PravadaNews – Anggota Komisi II DPR RI, Ahmad Doli Kurnia angkat bicara mengenai usulan Bawaslu RI yang mendorong penerapan sanksi daftar hitam atau blacklist bagi para pelaku politik uang dalam revisi Undang-Undang Pemilihan Umum (UU Pemilu).
Doli menyambut positif usulan tersebut dan menilai diperlukan terobosan hukum untuk mencegah praktik transaksional dalam pemilu di Indonesia.
Menurut Doli, usulan blacklist kepada para pelaku politik uang perlu diarahkan untuk memperkuat kualitas serta proses demokrasi.
“Prinsipnya selama usulan revisi itu untuk membuat sistem pemilu kita semakin berkualitas saya pasti setuju.
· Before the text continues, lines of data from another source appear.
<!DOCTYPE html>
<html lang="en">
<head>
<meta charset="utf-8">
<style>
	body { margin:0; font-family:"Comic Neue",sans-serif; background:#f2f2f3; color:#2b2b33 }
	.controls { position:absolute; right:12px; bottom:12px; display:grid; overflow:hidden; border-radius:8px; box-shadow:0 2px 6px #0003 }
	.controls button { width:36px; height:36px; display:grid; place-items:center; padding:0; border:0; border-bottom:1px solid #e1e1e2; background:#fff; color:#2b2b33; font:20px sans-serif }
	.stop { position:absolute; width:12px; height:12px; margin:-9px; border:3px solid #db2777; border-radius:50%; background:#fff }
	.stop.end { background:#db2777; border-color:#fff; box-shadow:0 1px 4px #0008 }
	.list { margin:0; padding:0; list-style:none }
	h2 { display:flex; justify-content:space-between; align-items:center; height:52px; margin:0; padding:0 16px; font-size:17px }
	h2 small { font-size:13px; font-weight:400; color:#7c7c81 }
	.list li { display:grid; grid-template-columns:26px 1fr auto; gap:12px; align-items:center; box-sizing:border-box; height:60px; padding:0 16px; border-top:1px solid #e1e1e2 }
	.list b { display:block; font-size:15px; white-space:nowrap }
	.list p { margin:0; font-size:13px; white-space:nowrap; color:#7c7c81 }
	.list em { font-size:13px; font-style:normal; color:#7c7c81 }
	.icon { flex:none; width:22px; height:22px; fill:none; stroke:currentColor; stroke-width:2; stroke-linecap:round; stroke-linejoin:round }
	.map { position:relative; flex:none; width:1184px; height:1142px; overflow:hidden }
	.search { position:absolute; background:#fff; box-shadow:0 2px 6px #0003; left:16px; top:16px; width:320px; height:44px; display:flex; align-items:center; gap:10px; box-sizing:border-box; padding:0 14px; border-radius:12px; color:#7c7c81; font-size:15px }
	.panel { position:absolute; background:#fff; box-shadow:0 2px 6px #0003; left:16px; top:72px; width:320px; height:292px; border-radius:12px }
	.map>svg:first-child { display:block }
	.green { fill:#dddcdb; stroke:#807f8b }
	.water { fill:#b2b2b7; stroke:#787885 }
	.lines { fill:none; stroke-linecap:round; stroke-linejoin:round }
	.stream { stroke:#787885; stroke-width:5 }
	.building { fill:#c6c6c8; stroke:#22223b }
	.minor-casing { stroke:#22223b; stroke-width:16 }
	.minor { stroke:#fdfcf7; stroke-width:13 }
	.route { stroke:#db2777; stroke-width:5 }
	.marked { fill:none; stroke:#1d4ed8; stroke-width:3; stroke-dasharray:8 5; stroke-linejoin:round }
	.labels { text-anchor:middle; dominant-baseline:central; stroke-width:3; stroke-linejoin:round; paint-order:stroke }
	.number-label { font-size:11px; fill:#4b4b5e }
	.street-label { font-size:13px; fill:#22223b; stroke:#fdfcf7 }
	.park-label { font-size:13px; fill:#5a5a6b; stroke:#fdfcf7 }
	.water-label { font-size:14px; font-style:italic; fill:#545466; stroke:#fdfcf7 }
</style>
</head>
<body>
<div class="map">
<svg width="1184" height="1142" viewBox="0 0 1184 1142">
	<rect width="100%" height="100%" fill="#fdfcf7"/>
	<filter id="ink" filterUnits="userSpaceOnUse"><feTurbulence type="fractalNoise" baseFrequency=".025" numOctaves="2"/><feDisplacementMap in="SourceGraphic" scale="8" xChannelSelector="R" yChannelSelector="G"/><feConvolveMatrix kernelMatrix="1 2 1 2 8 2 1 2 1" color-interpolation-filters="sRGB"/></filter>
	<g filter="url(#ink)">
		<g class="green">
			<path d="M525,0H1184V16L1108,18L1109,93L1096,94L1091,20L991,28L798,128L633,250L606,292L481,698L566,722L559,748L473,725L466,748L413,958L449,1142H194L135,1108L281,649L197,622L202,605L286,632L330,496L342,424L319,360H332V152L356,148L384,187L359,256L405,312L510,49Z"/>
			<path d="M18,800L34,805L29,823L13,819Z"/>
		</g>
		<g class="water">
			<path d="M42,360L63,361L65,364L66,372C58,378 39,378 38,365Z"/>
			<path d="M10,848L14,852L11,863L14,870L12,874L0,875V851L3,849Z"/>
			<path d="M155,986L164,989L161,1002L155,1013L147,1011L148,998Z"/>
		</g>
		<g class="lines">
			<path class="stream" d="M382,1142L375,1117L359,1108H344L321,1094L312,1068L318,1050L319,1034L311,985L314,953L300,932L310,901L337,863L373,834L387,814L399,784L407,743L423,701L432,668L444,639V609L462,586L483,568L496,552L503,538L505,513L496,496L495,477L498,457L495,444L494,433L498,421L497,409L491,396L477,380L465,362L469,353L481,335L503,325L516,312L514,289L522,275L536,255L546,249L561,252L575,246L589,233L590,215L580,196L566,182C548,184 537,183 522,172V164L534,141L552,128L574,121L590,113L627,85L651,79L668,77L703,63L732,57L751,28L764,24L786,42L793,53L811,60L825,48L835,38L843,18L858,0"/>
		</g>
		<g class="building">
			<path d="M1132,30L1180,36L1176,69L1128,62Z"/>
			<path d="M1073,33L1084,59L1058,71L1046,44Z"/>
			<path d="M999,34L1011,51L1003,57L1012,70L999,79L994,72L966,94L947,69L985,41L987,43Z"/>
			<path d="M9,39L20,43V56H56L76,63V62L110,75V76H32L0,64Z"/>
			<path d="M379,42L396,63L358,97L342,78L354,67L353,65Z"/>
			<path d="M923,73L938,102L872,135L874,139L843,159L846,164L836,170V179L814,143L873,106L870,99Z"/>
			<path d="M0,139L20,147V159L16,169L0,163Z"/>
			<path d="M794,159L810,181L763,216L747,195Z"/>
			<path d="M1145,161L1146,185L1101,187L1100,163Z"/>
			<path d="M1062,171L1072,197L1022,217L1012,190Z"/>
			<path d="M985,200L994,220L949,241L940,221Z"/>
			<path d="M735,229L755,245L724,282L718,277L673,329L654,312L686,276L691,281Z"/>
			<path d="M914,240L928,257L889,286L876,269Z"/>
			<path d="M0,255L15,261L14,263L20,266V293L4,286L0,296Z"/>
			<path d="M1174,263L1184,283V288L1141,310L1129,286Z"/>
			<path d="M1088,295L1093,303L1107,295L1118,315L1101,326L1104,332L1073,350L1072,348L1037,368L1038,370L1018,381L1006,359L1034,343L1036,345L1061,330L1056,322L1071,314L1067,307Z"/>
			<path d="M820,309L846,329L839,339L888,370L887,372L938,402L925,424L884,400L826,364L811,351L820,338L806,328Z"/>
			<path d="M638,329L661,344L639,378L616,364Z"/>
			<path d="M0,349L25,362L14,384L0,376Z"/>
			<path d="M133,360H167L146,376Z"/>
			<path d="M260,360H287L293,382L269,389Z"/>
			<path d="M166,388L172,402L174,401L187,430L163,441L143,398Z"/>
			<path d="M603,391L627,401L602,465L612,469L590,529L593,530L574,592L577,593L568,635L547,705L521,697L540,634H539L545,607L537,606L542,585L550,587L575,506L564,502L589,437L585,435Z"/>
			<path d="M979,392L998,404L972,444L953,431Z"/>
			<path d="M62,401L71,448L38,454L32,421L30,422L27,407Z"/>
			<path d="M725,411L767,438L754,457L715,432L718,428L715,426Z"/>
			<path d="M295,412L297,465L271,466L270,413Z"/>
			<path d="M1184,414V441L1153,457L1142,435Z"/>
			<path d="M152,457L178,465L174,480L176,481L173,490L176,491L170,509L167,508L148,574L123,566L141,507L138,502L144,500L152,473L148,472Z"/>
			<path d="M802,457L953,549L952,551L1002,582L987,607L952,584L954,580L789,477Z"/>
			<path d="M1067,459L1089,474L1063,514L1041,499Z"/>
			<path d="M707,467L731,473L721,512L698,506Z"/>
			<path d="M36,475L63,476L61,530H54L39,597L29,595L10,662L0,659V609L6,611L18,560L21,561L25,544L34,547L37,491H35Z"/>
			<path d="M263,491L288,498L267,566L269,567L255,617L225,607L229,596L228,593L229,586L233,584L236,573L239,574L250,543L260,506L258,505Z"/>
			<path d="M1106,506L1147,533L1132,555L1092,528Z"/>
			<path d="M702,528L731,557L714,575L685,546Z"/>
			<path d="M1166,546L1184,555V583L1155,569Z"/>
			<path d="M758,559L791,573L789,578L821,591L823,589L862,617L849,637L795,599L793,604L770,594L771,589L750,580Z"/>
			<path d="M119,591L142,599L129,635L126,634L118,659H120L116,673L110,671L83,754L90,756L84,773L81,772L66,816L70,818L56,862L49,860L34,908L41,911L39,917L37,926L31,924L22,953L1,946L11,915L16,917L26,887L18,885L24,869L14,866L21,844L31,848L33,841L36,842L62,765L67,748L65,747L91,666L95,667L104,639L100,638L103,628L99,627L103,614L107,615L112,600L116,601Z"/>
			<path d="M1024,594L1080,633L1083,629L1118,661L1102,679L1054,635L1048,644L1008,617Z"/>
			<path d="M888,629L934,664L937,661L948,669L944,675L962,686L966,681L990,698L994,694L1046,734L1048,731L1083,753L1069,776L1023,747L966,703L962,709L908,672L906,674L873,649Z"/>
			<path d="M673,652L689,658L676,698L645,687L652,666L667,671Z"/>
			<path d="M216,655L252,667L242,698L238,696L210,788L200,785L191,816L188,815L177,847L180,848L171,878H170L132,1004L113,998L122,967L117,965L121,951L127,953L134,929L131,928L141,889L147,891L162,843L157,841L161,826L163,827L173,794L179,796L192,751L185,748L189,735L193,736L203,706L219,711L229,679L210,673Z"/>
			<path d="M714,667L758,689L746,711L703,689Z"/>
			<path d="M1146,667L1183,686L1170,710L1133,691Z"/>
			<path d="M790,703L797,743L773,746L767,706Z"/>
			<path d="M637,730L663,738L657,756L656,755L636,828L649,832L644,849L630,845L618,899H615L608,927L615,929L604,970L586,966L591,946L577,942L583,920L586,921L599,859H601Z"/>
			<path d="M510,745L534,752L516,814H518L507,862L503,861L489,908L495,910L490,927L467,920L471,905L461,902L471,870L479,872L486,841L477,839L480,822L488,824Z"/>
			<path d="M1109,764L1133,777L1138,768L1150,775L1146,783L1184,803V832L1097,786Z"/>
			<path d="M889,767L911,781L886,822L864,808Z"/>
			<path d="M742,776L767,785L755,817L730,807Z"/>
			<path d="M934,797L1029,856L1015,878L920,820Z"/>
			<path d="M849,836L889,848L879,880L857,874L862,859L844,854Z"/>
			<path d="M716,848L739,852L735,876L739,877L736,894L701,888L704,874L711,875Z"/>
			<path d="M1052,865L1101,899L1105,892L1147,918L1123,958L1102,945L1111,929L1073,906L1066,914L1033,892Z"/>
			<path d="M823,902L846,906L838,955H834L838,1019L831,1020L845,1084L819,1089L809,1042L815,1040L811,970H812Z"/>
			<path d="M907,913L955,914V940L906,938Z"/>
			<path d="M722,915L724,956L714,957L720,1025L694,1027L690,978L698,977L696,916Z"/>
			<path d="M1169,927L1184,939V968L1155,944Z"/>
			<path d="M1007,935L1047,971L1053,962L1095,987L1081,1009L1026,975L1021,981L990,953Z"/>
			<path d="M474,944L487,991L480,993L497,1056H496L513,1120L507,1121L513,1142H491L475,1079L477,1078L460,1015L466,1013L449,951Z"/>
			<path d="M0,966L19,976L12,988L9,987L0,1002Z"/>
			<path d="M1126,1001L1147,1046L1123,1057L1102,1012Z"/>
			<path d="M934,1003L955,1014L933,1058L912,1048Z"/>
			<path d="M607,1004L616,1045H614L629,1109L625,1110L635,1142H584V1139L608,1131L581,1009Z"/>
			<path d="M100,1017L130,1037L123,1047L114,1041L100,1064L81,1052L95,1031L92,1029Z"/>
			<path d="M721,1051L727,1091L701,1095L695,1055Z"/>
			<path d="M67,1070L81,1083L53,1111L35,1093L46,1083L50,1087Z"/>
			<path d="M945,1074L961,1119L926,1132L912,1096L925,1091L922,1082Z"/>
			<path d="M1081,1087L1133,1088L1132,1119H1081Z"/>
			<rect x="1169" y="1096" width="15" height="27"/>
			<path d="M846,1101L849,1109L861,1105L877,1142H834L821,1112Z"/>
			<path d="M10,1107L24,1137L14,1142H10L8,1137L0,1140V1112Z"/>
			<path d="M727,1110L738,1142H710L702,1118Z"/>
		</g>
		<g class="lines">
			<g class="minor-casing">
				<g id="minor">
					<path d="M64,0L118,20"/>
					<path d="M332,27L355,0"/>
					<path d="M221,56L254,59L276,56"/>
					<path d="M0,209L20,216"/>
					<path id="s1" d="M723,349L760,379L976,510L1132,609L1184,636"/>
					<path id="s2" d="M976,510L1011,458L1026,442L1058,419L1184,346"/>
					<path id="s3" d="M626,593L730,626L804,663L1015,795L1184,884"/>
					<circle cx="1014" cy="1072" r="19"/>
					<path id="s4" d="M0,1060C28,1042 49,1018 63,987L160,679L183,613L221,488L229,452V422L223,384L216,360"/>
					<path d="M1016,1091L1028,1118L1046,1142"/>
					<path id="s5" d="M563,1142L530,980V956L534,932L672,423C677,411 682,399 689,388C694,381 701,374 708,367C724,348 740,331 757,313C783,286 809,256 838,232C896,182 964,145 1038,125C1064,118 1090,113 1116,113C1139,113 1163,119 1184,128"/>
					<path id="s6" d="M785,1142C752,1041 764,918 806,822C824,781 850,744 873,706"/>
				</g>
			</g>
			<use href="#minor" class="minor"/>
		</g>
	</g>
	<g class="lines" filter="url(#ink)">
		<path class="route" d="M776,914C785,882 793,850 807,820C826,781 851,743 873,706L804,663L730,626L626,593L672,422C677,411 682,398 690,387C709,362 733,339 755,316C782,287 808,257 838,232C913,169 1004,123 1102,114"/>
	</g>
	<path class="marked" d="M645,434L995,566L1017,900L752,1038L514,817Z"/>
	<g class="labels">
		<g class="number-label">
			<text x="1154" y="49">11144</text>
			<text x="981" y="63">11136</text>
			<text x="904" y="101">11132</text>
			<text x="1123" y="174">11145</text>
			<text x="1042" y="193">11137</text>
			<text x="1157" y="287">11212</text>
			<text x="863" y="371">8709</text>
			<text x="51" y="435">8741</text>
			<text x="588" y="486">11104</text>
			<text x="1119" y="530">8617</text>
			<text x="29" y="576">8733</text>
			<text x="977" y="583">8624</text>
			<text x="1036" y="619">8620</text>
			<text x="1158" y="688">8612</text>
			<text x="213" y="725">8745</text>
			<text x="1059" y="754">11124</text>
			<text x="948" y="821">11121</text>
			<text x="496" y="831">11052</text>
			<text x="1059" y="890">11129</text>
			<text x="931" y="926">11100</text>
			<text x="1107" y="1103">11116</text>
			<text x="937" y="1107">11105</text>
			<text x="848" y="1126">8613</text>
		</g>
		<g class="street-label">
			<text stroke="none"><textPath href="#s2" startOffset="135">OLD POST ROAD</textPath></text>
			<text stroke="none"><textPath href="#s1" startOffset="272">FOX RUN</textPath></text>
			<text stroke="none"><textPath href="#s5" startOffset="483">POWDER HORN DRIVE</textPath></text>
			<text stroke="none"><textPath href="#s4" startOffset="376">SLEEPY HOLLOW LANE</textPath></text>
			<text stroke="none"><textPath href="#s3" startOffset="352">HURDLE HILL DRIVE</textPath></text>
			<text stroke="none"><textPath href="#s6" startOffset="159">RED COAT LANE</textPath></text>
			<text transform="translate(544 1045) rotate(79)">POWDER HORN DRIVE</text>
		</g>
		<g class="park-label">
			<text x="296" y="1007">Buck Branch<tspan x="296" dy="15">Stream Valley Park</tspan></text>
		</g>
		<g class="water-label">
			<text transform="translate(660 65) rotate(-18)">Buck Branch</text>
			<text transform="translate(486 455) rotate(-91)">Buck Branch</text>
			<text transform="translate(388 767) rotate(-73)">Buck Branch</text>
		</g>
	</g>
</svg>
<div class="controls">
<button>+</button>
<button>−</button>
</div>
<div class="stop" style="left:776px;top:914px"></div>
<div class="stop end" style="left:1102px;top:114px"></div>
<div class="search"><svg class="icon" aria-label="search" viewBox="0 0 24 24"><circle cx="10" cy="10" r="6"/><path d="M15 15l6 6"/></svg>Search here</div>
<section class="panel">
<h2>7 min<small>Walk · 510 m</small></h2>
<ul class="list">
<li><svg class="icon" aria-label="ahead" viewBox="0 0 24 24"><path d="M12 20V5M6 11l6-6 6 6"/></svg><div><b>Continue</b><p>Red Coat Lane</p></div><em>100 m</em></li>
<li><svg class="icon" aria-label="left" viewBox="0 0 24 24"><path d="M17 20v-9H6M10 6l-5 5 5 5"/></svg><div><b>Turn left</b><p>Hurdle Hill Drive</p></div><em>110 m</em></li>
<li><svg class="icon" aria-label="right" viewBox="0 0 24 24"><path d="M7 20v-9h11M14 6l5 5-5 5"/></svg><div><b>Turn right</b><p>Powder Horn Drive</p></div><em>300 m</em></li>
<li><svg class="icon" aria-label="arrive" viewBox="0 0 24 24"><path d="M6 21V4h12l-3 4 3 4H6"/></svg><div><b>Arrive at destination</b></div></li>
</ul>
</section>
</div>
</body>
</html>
Apalagi usulan itu untuk memastikan agar pemilu kita menjadi pemilu yang bersih dan berwibawa,” kata Doli kepada wartawan, Jumat, (8/5/2026).
Politikus Partai Golkar itu juga mengatakan praktik politik uang, pembelian suara, dan transaksi politik menjadi bentuk moral hazard yang harus diputus melalui pembaruan regulasi.
Doli berpendapat, sistem pemilu tidak boleh stagnan di tengah berkembangnya berbagai modus pelanggaran.
Di sisi lain, Doli juga menyinggung usulan Komisi Pemberantasan Korupsi (KPK) soal pembatasan penggunaan uang kartal.
Doli menegaskan usulan KPK dan Bawaslu mengenai sanksi tegas terhadap pelaku politik uang akan menjadi sebuah rekomendasi atau masukan yang sangat bagus untuk memperbaiki pelaksanaan pemilu di Indonesia.
“Untuk itu kita harus terus menerus mencari terobosan dan konsep-konsep baru dalam sistem Pemilu kita,” terang Doli.
Meski begitu, Doli mengingatkan, pengetatan aturan tidak cukup untuk menciptakan pemilu berintegritas.
Menurut doli, diperlukan komitmen bersama dari seluruh pemangku kepentingan agar penyelengaran pemilu yang jujur dan adil menjadi aturan main yang dipatuhi semua pihak.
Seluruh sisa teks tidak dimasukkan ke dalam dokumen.